Differentiating it from anti-austerity movements, Buen Vivir incorporates an environmental dimension founded on biocentrism. It demands an ethically different relationship with nature.

Certainly, within a Buen Vivir framework those other futures we want must be more austere. Buen Vivir incorporates ideas of de-growth and a stern critique of extractivism. This is another buzz word in Latin America to critique current modes of mining and hydrocarbon exploitation, industrial-scale agriculture, forestry and fishing.

Buen Vivir is of interest in any debate in an Australian context about transforming production processes towards lower use of raw materials and energy. We can criticise all we want the Abbott government’s deplorable push to cut investment in wind and solar energy. But we must also bear the burden of (and act on) our own individual unsustainable energy (and food) consumption, which is among the highest in the world.

Buen Vivir may be taken up in Australia as an interesting perspective in other ways too.
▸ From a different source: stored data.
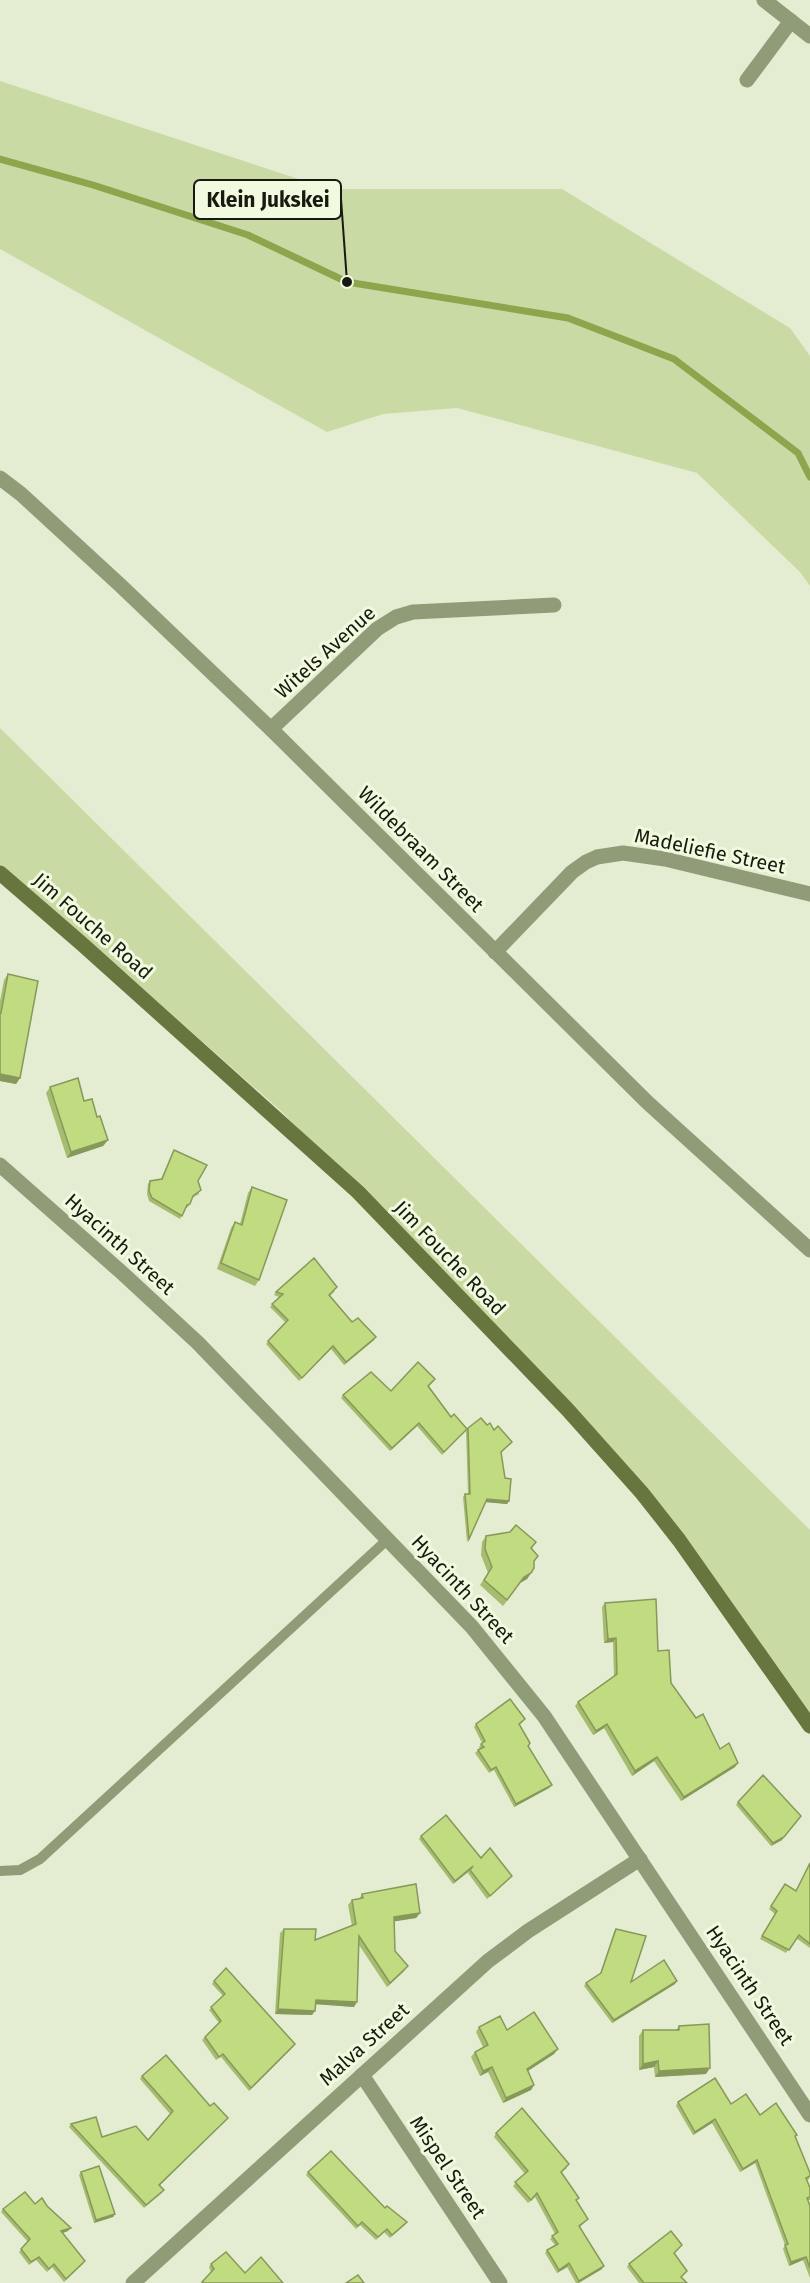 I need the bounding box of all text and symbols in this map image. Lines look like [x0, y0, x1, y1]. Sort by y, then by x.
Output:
callout: Klein Jukskei [194, 180, 341, 219]
text: Klein Jukskei [206, 187, 330, 213]
street label: Witels Avenue [270, 601, 380, 703]
street label: Wildebraam Street [353, 781, 489, 917]
street label: Madeliefie Street [632, 823, 788, 879]
street label: Jim Fouche Road [28, 868, 158, 984]
street label: Hyacinth Street [60, 1188, 180, 1300]
street label: Jim Fouche Road [389, 1196, 511, 1320]
street label: Hyacinth Street [407, 1530, 520, 1649]
street label: Hyacinth Street [701, 1920, 799, 2050]
street label: Malva Street [314, 1997, 414, 2090]
street label: Mispel Street [405, 2111, 492, 2224] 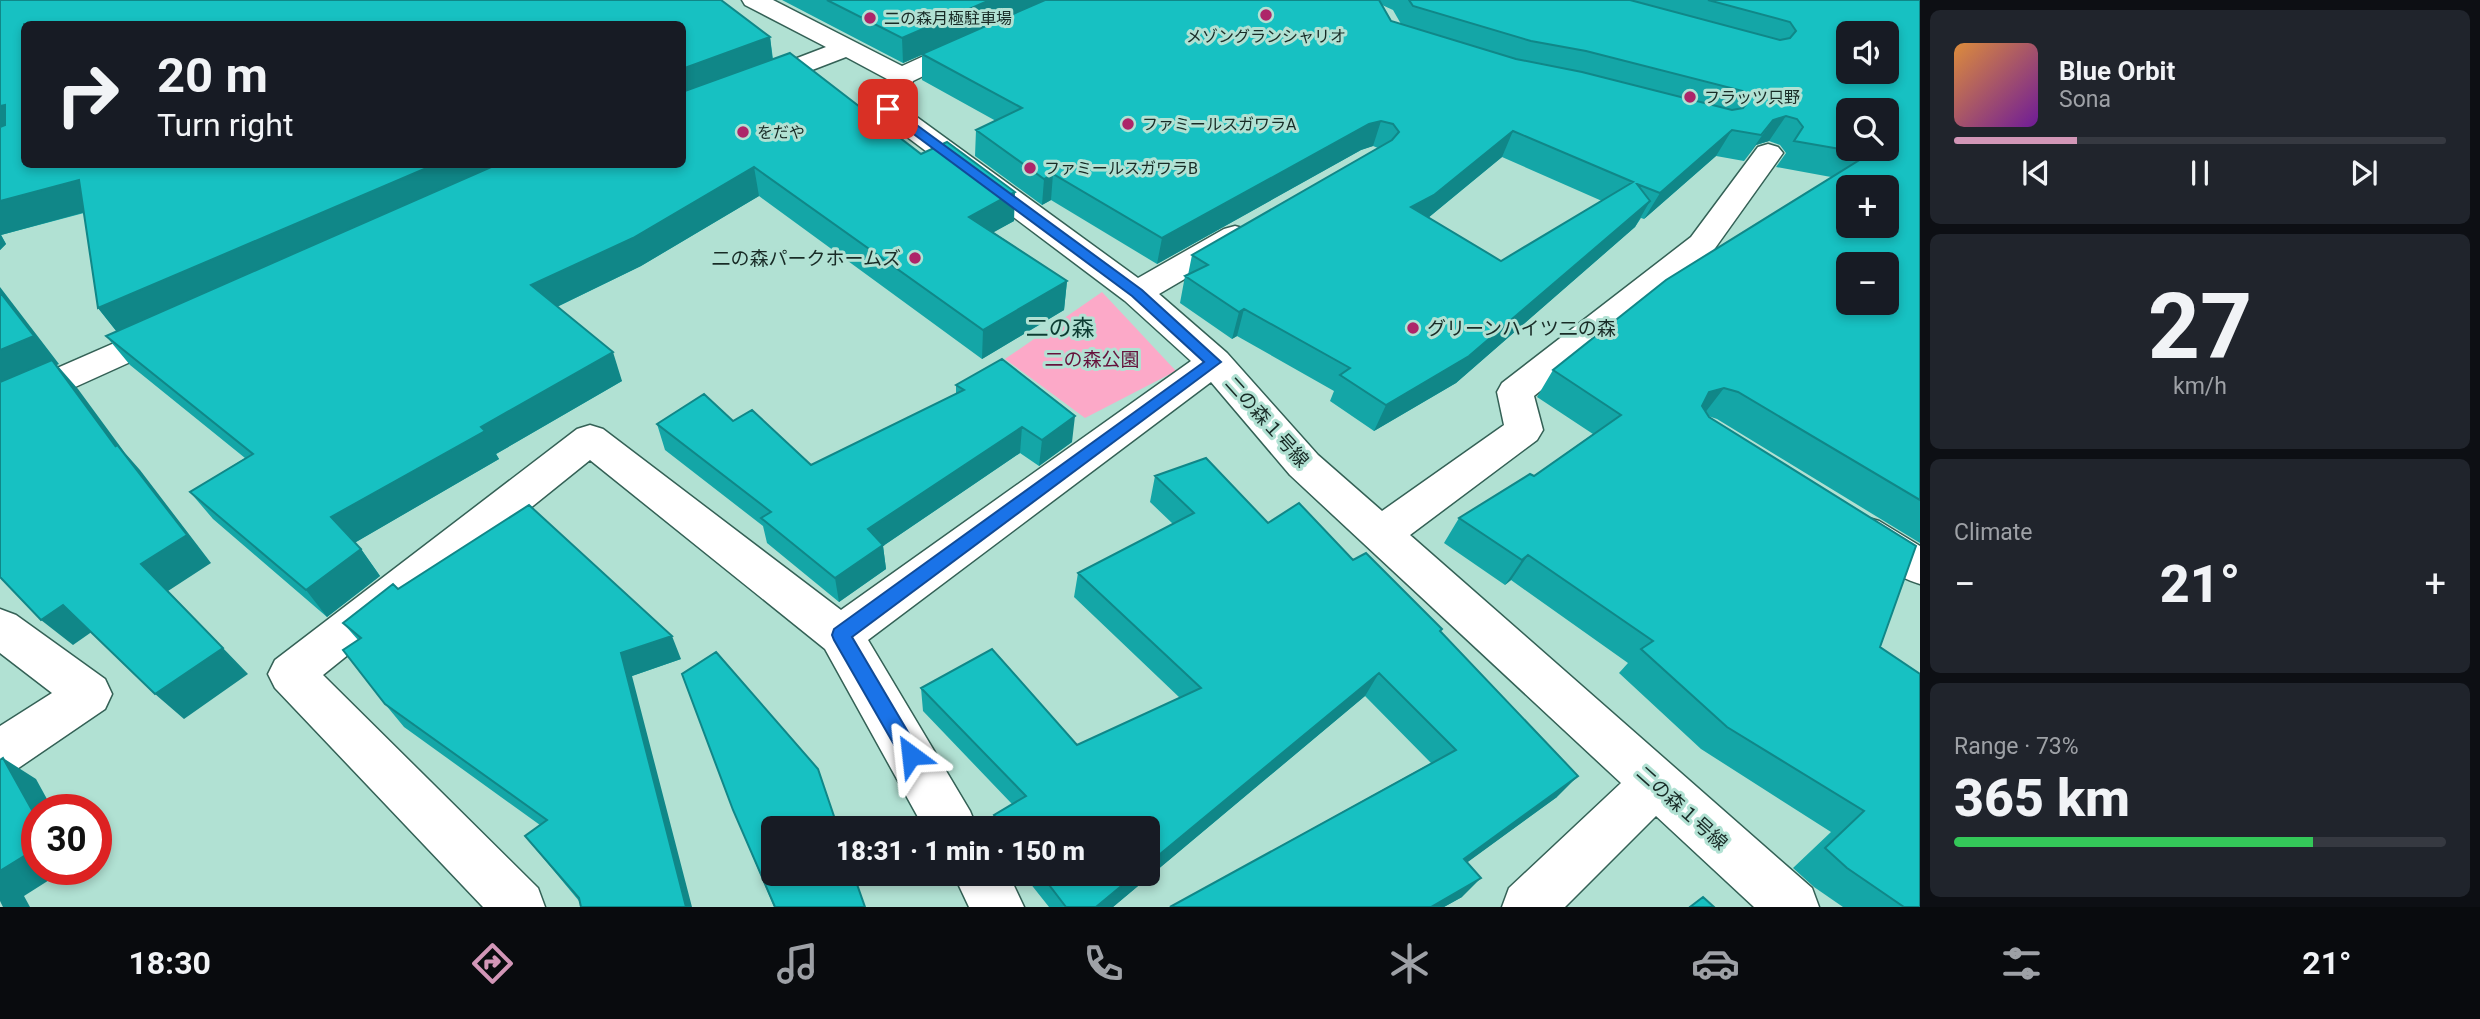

First, as a way to engage more deeply and respectfully with Aboriginal communal ways of being. Second, as a way to take part in emergent local movements, urban and rural, pushing to build sustainable non-capitalist alternatives.

Towards another future as lived practice

Buen Vivir and related “transition discourses” such as “Ecological Swaraj” in India or “Eco-Ubuntu” in South Africa are calling for a significant paradigmatic or civilisational transformation.

Buen Vivir does incorporate long-standing Western critiques of capitalism coming out of politics, economics, geography and feminist thought. As a lived practice, it is aware of - and connected to - global movements of local solidarities that promote collaborative consumption and economies of sharing and care. Yet, as a social-ecological transformation, it entails more than a move to take back the economy. Buen Vivir is a move to repoliticise sustainability.

As an Andean cultural-political project, it doesn’t seek a return to an ancestral indigenous past. The call is to construct common ancestral futures, where different knowledges come together, not only under the directive of Western rationality.

In Latin America, proponents of Buen Vivir are ready to influence global debates on sustainable development by fuelling ideals that other worlds/futures are indeed possible. They are hopeful and waiting to see when, for once, the North might listen respectfully to peoples of the South.

Juan Francisco Salazar is Associate Professor, School of Humanities and Communication Arts at University of Western Sydney.